• Work order: Leave out any pictures and transcribe all other data below exactly.

• Records shown:

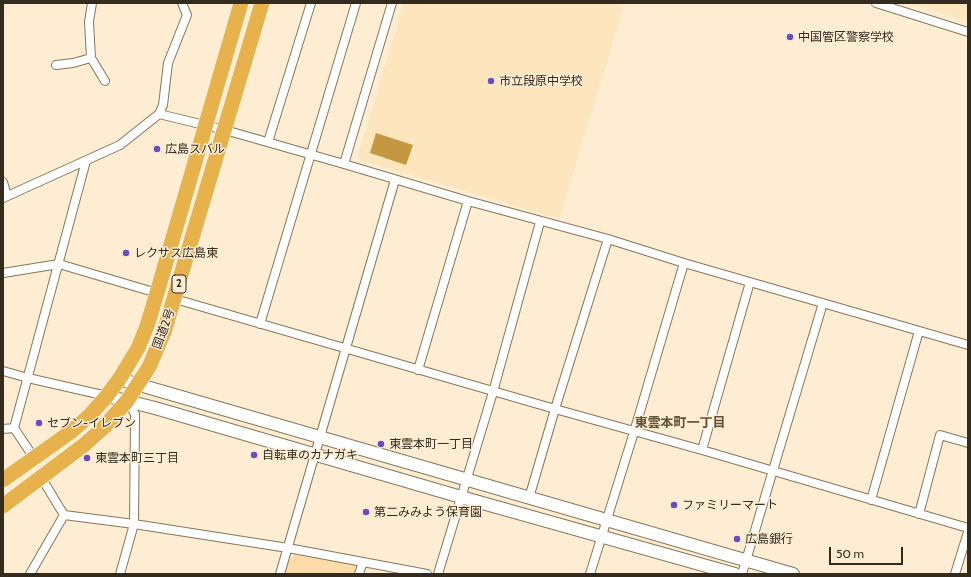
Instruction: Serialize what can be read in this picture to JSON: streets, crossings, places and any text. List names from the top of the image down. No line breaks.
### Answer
{"streets":{"highway":["2","国道2号"]},"districts":["東雲本町一丁目"],"places":["中国管区警察学校","市立段原中学校","広島スバル","レクサス広島東","セブン-イレブン","東雲本町一丁目","自転車のカナガキ","東雲本町三丁目","ファミリーマート","第二みみよう保育園","広島銀行"],"scale_bar":"50 m"}
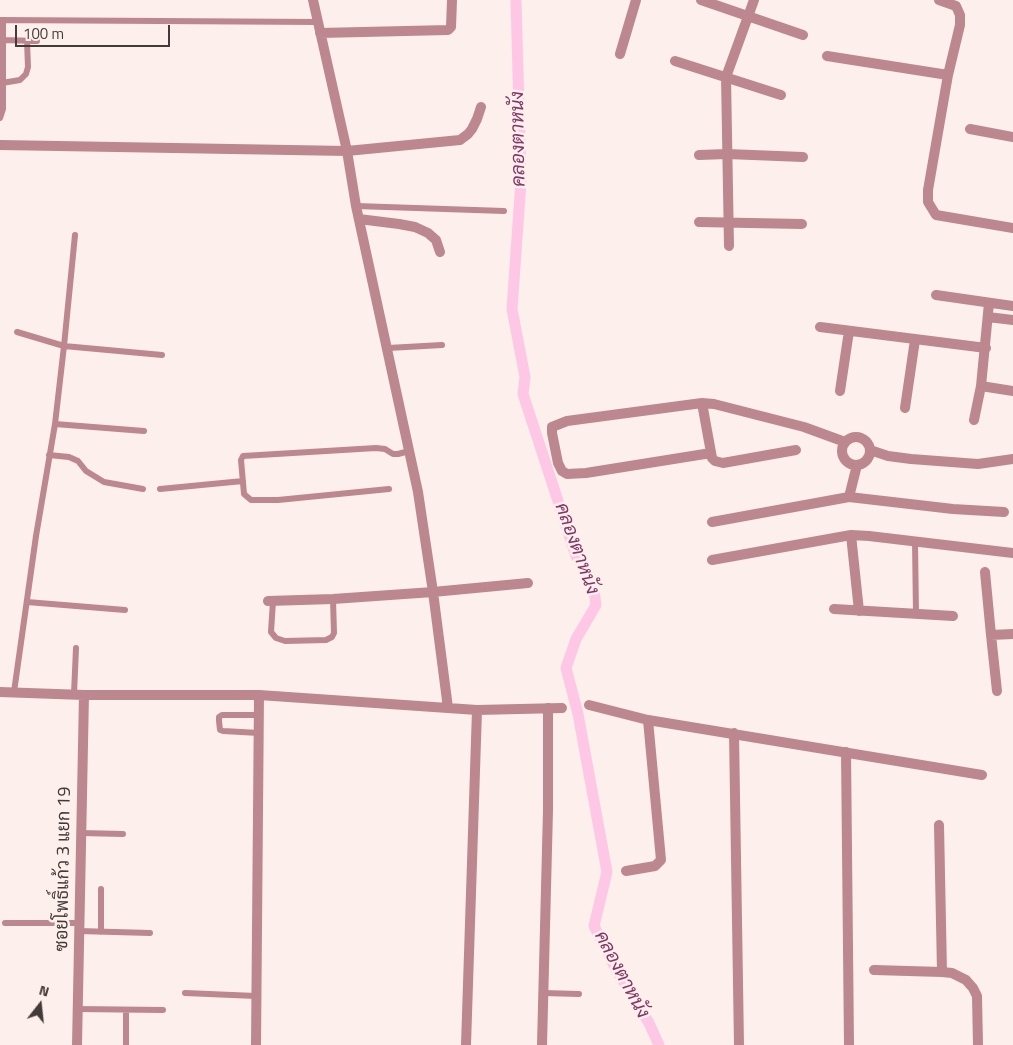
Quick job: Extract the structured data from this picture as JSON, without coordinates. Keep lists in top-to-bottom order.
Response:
{
  "streets": {
    "street": ["ซอยโพธิ์แก้ว 3 แยก 19"]
  },
  "water": ["คลองตาหนัง"],
  "scale_bar": "100 m",
  "north": "top"
}
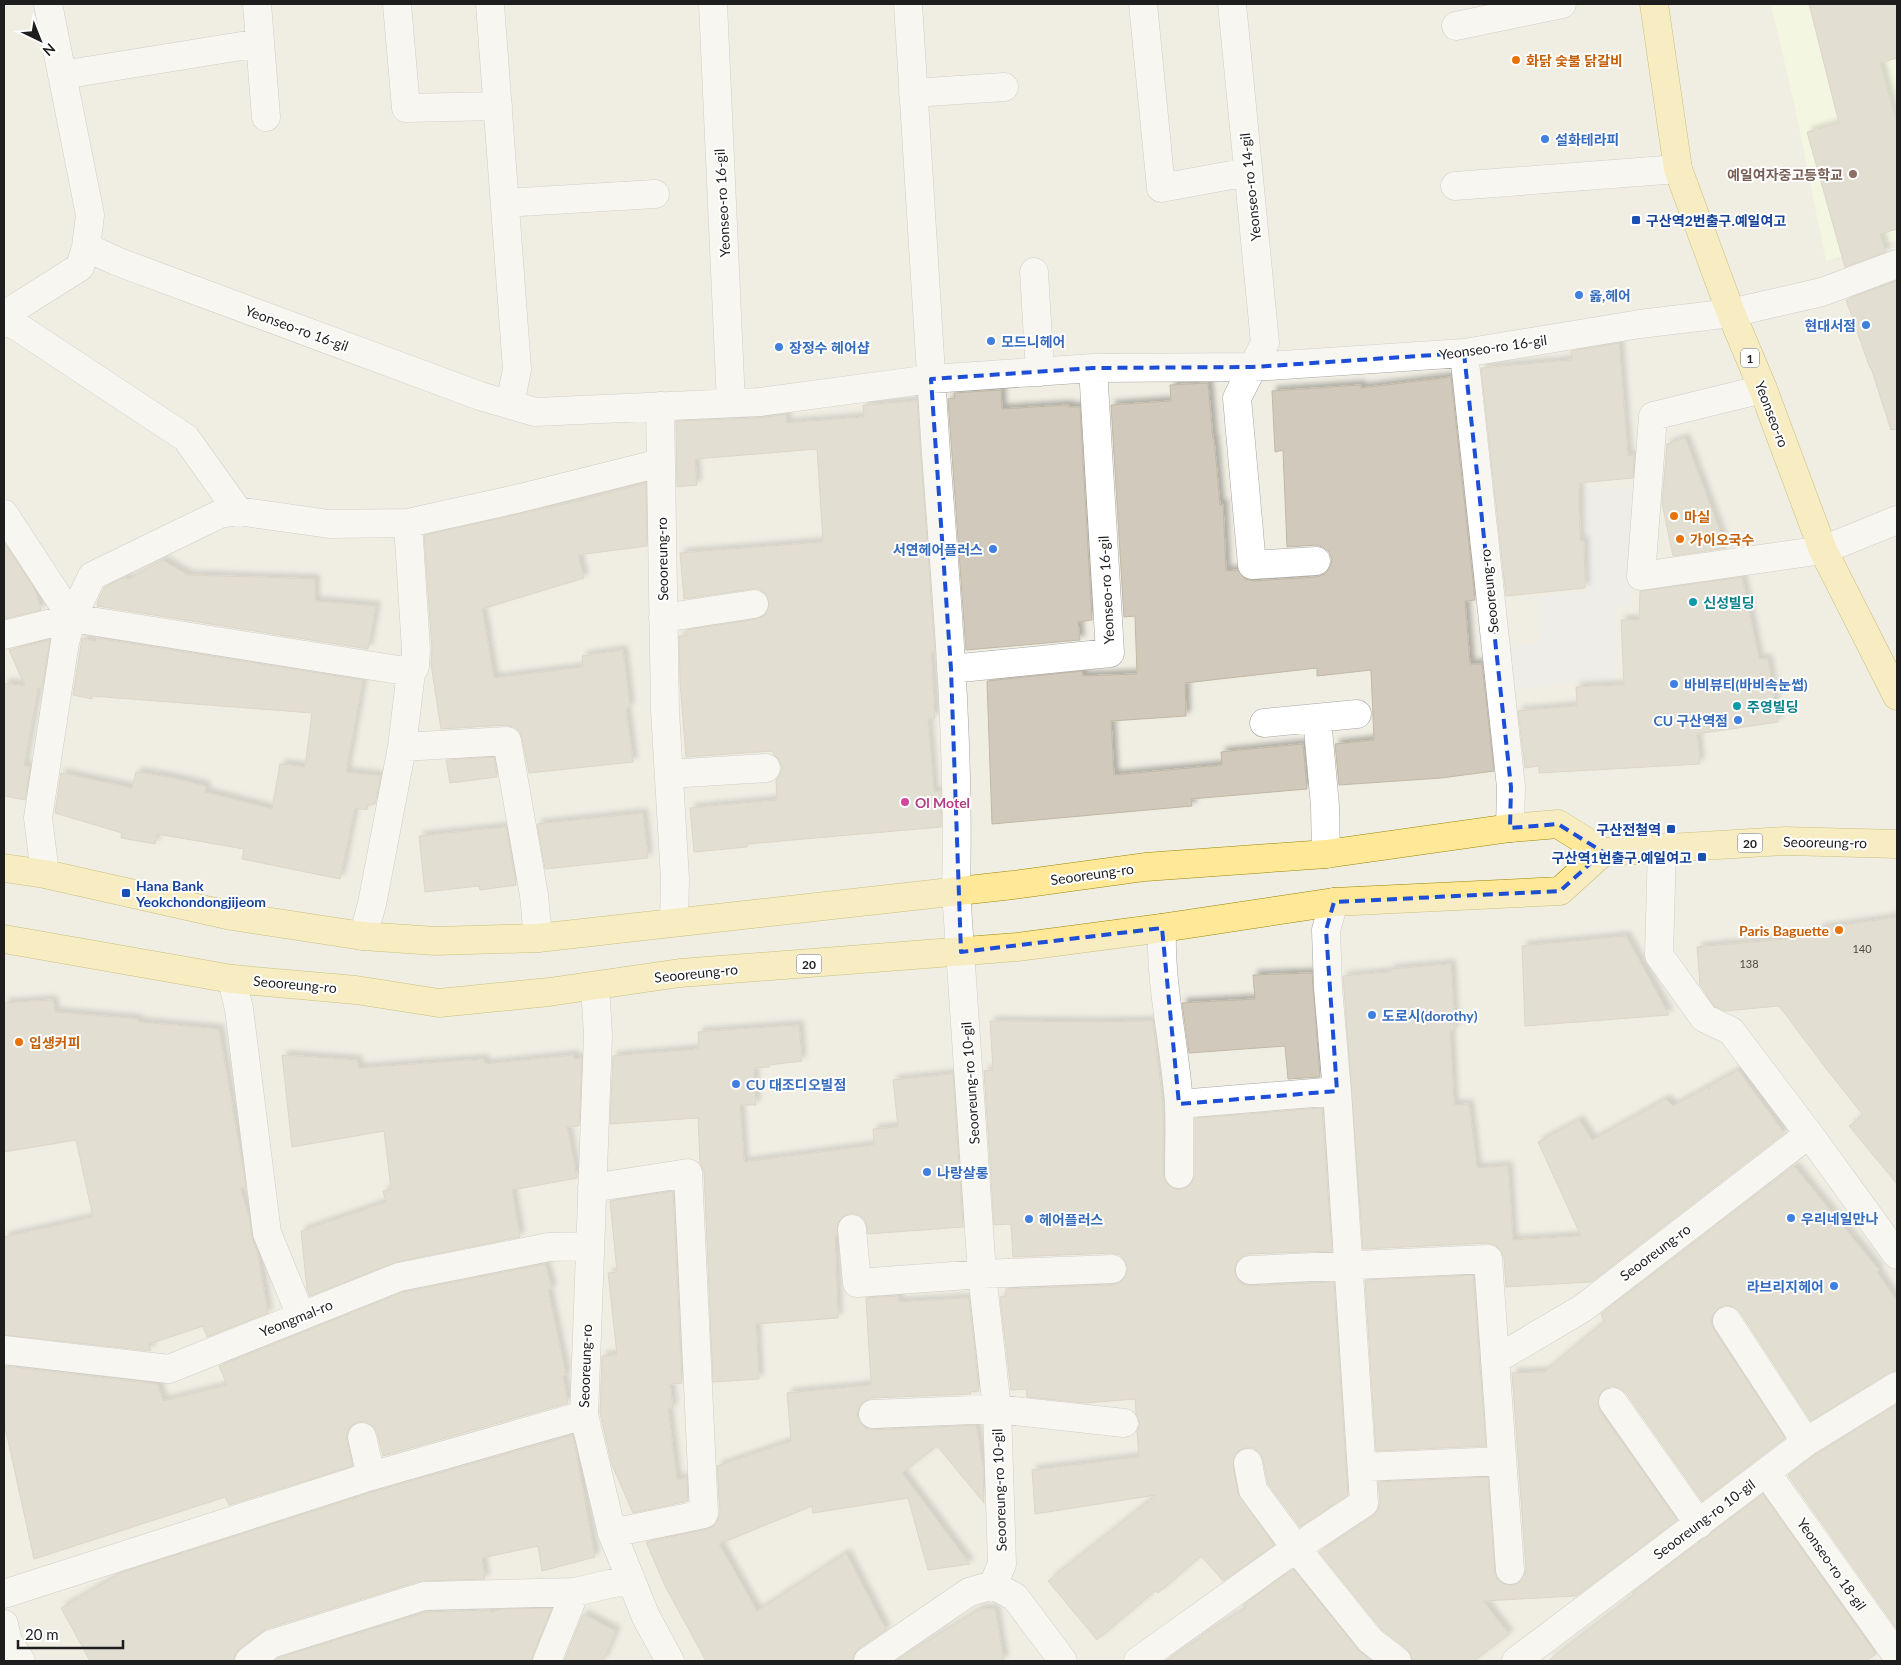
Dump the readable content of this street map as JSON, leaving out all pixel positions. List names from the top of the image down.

• Your solution:
Instruction: Serialize what can be read in this picture to JSON: streets, crossings, places and any text. List names from the top of the image down. No line breaks.
### Answer
{"streets":{"highway":["2","国道2号"]},"districts":["東雲本町一丁目"],"places":["中国管区警察学校","市立段原中学校","広島スバル","レクサス広島東","セブン-イレブン","東雲本町一丁目","自転車のカナガキ","東雲本町三丁目","ファミリーマート","第二みみよう保育園","広島銀行"],"scale_bar":"50 m"}
Quick job: Extract the structured data from this picture as JSON, without coordinates. Keep lists in top-to-bottom order.
Response:
{
  "streets": {
    "street": ["ซอยโพธิ์แก้ว 3 แยก 19"]
  },
  "water": ["คลองตาหนัง"],
  "scale_bar": "100 m",
  "north": "top"
}
Dump the readable content of this street map as JSON, leaving out all pixel positions. List names from the top of the image down.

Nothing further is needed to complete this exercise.